# Week 6 (Part 1): Dictionary Methods for WSD

We have seen that many words have many different senses.  In order to make the correct decision about the meaning of a sentence or a document, an application often needs to be able to **disambiguate** individual words, that is, choose the correct sense given the context.

In this lab we will be looking at methods for word sense disambiguation (WSD) that make use of dictionaries or other lexical resources (also referred to as **knowledge-based methods** for WSD).  In particular, we will look at
* simplified Lesk
* adapted Lesk
* minimising distance in a semantic hierarchy

As in the previous lab, we will be using WordNet as our lexical resource.  So, first, lets import it.

In [1]:
from google.colab import drive
drive.mount('/content/drive')
import nltk
nltk.download('wordnet')
nltk.download('wordnet_ic')
nltk.download('punkt')
nltk.download('stopwords')

from nltk.corpus import wordnet as wn
from nltk.corpus import wordnet_ic as wn_ic
from nltk.stem.wordnet import WordNetLemmatizer
import sys
import operator

#make sure that the path to your utils.py file is correct for your computer
sys.path.append('/content/drive/My Drive/NLE Notebooks/Week4LabsSolutions/')
from utils import *
from sussex_nltk.corpus_readers import AmazonReviewCorpusReader


Mounted at /content/drive
[nltk_data] Downloading package wordnet to /root/nltk_data...
[nltk_data]   Unzipping corpora/wordnet.zip.
[nltk_data] Downloading package wordnet_ic to /root/nltk_data...
[nltk_data]   Unzipping corpora/wordnet_ic.zip.
[nltk_data] Downloading package punkt to /root/nltk_data...
[nltk_data]   Unzipping tokenizers/punkt.zip.
[nltk_data] Downloading package stopwords to /root/nltk_data...
[nltk_data]   Unzipping corpora/stopwords.zip.
Sussex NLTK root directory is /content/drive/My Drive/NLE Notebooks/resources


## Simplified Lesk

The Lesk algorithm is based on the intuition that the correct combination of senses in a sentence will share more common words in their definitions.

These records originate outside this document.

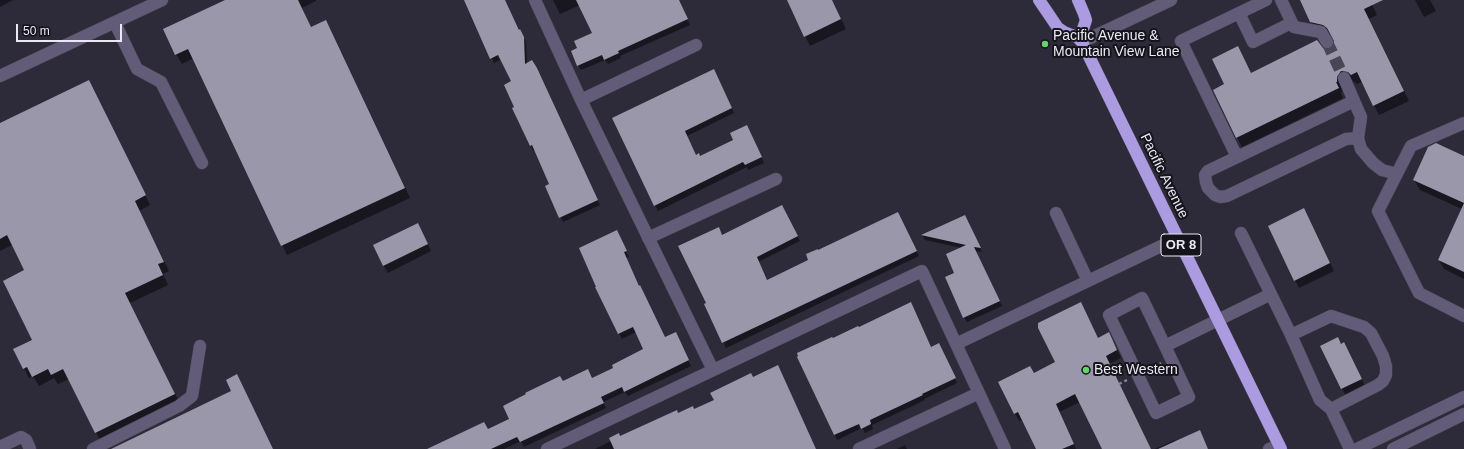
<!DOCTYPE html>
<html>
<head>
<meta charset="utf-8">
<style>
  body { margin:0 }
  #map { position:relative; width:1464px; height:449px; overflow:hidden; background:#2d2a39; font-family:Helvetica,sans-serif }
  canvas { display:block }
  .scale { position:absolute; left:16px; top:24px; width:106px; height:18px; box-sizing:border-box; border:2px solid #eae9f3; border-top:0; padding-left:5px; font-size:12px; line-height:14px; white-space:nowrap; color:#eae9f3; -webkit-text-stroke:3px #15141a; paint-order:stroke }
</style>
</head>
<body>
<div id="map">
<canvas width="1464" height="449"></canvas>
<div class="scale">50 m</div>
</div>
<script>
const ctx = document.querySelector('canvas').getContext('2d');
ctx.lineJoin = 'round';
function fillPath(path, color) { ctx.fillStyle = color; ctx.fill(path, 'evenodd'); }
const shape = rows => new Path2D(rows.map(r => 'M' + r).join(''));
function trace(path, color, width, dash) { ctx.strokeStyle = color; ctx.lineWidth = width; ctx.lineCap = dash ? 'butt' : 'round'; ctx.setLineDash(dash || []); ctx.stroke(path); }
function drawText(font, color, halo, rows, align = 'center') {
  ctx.font = font + ' Helvetica,sans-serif'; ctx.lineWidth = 4; ctx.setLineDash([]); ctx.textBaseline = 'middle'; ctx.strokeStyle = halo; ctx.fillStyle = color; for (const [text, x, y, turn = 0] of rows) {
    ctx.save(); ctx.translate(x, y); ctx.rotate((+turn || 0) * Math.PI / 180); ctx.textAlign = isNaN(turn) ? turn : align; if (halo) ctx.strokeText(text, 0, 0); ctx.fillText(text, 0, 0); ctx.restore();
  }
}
fillPath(shape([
  [0,0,13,0,0,7],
  [227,0,316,0,316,1,302,8,311,28,326,21,331,30,410,198,287,255,194,58,182,64,176,54],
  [465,0,504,0,526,42,527,64,540,74,600,205,563,222,546,187,550,184,535,150,533,151,531,146,514,109,516,108,512,82,502,59,494,63],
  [553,0,678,0,690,25,620,56,621,58,608,64,605,60,581,70,578,65,578,48,593,34,580,5,560,14],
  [788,0,832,0,846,29,810,46],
  [1303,0,1370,0,1377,15,1369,19,1409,101,1379,115,1362,82,1357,84,1352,80,1346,81,1342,87,1342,92,1341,92,1343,98,1242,147,1237,137,1251,74,1322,49,1332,49,1336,41,1333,37,1329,34,1317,32,1311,22],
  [1415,0,1430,0,1436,11,1424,17],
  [716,75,734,113,687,136,696,156,700,157,750,131,764,163,748,170,747,167,658,211,613,118],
  [89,81,150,205,139,211,169,271,163,274,168,285,130,303,180,404,101,442,69,379,58,384,54,378,39,386,33,376,29,378,24,368,33,340,25,271,12,245,0,251,0,124],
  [1464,158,1464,279,1444,269,1439,260,1462,209,1420,190,1414,180],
  [784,211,800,241,758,262,767,281,810,261,818,252,901,218,919,256,726,348,705,305,707,304,722,236],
  [1308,217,1334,271,1299,288,1295,280],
  [968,221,982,252,975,251,1002,306,967,322,964,317,956,273,962,248,925,240,922,235],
  [422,232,431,251,388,273,383,265],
  [619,237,629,257,626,258,639,287,665,338,678,339,691,366,628,396,625,392,603,402,606,408,524,447,521,441,504,449,429,449,488,431,511,420,562,382,592,379,614,368,645,350,636,332,622,339,596,288],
  [1080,304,1098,339,1113,341,1121,358,1109,364,1151,449,1103,449,1080,402,1059,412,1076,449,1037,449,1022,420,1019,421,1015,413,1034,374,1056,363,1038,325],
  [832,339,941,349,957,383,924,399,925,400,872,425,873,429,865,433,862,428,837,440,798,357],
  [1341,345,1348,351,1365,386,1346,396,1342,389],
  [753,378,816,449,595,449,611,441,678,414,693,410,715,400],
  [1204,439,1208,449,1155,449,1175,440,1176,442],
  [905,445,907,449,897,449]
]), '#0007');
fillPath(shape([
  [225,0,298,0,311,27,326,20,405,188,281,246,188,49,175,55,163,29],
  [464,0,505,0,519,30,520,29,524,37,525,64,532,60,537,68,598,200,559,218,545,186,549,184,532,145,530,146,512,108,514,107,504,85,511,81,498,55,490,59],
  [576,0,679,0,688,19,618,51,619,53,604,60,602,55,577,66,571,51,577,48,574,41,592,33],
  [787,0,832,0,841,19,804,37],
  [1300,0,1383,0,1364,9,1404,91,1373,106,1357,72,1351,75,1348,72,1341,71,1337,77,1337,82,1336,82,1339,88,1236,138,1213,90,1224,84,1212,59,1238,46,1251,73,1317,40,1323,48,1328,49,1331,48,1334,41,1327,28,1323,25,1310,22],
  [714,69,732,108,685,131,696,155,699,153,700,156,733,140,730,133,747,125,762,157,745,165,743,162,654,206,612,118],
  [89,80,146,195,135,201,164,262,158,264,163,275,125,293,175,394,95,433,63,369,51,375,48,369,32,377,27,367,23,369,13,349,32,340,3,281,24,270,7,235,0,239,0,123],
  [1436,143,1464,156,1464,272,1438,260,1464,203,1413,180,1428,147],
  [782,205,798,236,757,257,767,280,808,260,806,254,818,249,818,250,898,212,917,251,722,343,704,304,706,303,678,246,719,227,722,235],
  [1304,208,1330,263,1294,281,1268,226],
  [965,215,981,248,974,247,1000,301,963,318,945,277,954,273,946,254,966,245,921,235],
  [418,223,428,244,383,266,373,245],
  [617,230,627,251,624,252,639,286,640,285,665,337,676,332,689,360,624,392,622,387,601,397,604,403,520,442,517,437,491,449,427,449,484,422,488,429,509,419,503,406,526,394,525,393,560,376,563,381,588,369,592,378,613,368,612,365,643,349,633,327,618,334,595,287,596,287,593,280,579,248],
  [911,302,931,347,939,343,956,378,922,394,923,395,870,420,871,424,861,429,859,424,834,435,797,357,798,356,797,353,832,337,833,338,858,326,859,327],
  [1081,302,1098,338,1109,332,1117,350,1106,356,1151,449,1102,449,1075,394,1056,404,1074,444,1062,449,1036,449,1018,412,1014,414,998,382,1030,366,1034,373,1055,362,1038,328,1038,323],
  [1338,337,1341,344,1344,342,1362,379,1341,389,1320,346],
  [778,365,816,449,614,449,609,438,619,433,620,436,677,410,678,413,693,406,694,409,714,400,710,393,751,373,753,377],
  [237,374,273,449,111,449,231,391,226,380],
  [1200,430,1208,449,1158,449]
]), '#9b97aa');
trace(shape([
  [1327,42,1344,78]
]), '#494755', 12, [12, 6]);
const minor = shape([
  [535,0,581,100,713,370],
  [1281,0,1294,27,1321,32,1327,42],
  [1239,13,1253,42,1291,23],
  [115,23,137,69,161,82,202,163],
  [1082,42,1171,0],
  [0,76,162,0],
  [1344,78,1361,117,1358,138,1361,149,1373,163,1382,170,1397,174],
  [581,100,696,45],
  [1354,101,1208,171,1205,175,1206,182,1208,188,1215,195,1220,197,1227,196,1346,139,1358,138],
  [1464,123,1411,146,1378,211,1419,293,1464,316],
  [1237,157,1181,41,1266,0],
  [1056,213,1088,281],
  [1241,233,1291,335],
  [648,238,776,179],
  [956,344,1178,238],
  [1165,346,1189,397,1156,413,1109,315,1142,298,1165,346,1271,294],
  [1331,409,1378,385,1383,381,1386,375,1386,366,1383,356,1371,333,1364,327,1331,316,1291,335,1320,400,1331,409,1350,449],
  [0,447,21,437,26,440,30,449],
  [93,449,179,406,192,396,200,346],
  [547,449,922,271,1005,449],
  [859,449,979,393],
  [1269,449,1279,445],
  [1357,449,1464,397],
  [1393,449,1464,414]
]);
const highway = shape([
  [1039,0,1058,28,1064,32,1077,37,1082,42],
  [1078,0,1084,14,1086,20,1081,35,1082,42,1281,449]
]);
trace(minor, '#474553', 13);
trace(highway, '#474553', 13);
trace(shape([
  [1149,369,1161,363],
  [1119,384,1127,380]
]), '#868491', 2.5, [3, 3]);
trace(minor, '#625c78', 12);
trace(highway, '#ac9be1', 12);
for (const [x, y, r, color] of [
  [1045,44,4,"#62d469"],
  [1086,370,4,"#62d469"]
]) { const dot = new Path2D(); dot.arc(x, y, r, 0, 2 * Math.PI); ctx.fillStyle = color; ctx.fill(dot); trace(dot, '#15141a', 1.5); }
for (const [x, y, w] of [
  [1181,245,40]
]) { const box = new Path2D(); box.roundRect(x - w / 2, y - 11, w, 22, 3); ctx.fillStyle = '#15141a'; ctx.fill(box); trace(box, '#eae9f3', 1); }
drawText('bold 13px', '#eae9f3', null, [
  ["OR 8",1181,245]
]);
drawText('14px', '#eae9f3', '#15141a', [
  ["Pacific Avenue &",1053,36],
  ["Mountain View Lane",1053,52],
  ["Best Western",1094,370]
], 'left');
drawText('14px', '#eae9f3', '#15141a', [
  ["Pacific Avenue",1164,176,64]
]);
</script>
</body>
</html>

It is computationally very expensive to compare all possible sense combinations of words in a sentence.  If each word has just 2 senses, then there are $2^n$ possible sense combinations.

In the simplifed Lesk algorithm, below, we consider each word in turn and choose the sense whose definition has more **overlap** with the contextual words in the sentence.


In [3]:

def simplifiedLesk(word,sentence):
    '''
    Use the simplified Lesk algorithm to disambiguate word in the context of sentence
    word: a String which is the word to be disambiguated
    sentence: a String which is the sentence containing the word
    :return: a pair (chosen sense definition, overlap score)
    '''
    
    #construct the set of context word tokens for the sentence: all words in sentence - word itself
    contexttokens=set(word_tokenize(sentence))-{word}
    
    #get all the possible synsets for the word
    synsets=wn.synsets(word)
    scores=[]
    
    #iterate over synsets
    for synset in synsets:
        #get the set of tokens in the definition of the synset
        sensetokens=set(word_tokenize(synset.definition()))
        #find the size of the intersection of the sensetokens set with the contexttokens set
        scores.append((synset.definition(),len(sensetokens.intersection(contexttokens))))
    
    #sort the score list in descending order by the score (which is item with index 1 in the pair)
    sortedscores=sorted(scores,key=operator.itemgetter(1),reverse=True) 
    #print(sortedscores)
    return sortedscores[0]
    


Now lets test it on a couple of sentences containing the word *bank*

In [4]:
banksentences=["he borrowed money from the bank","he sat on the bank of the river and watched the currents"]
for sentence in banksentences:
    print(sentence,":",simplifiedLesk("bank",sentence))

he borrowed money from the bank : ('a financial institution that accepts deposits and channels the money into lending activities', 2)
he sat on the bank of the river and watched the currents : ('sloping land (especially the slope beside a body of water)', 2)


It actually appears not to do too bad.  However, this is more by luck than anything else.   If you inspect the sentences and the definitions, you will notice that most of the overlap is currently generated by stopwords.

### Exercise 1.1
Improve the SimplifiedLesk algorithm by carrying out:
* case and number normalisation 
* stopword filtering
* lemmatisation

You should find some useful functions for doing this in `utils.py` based on earlier labs.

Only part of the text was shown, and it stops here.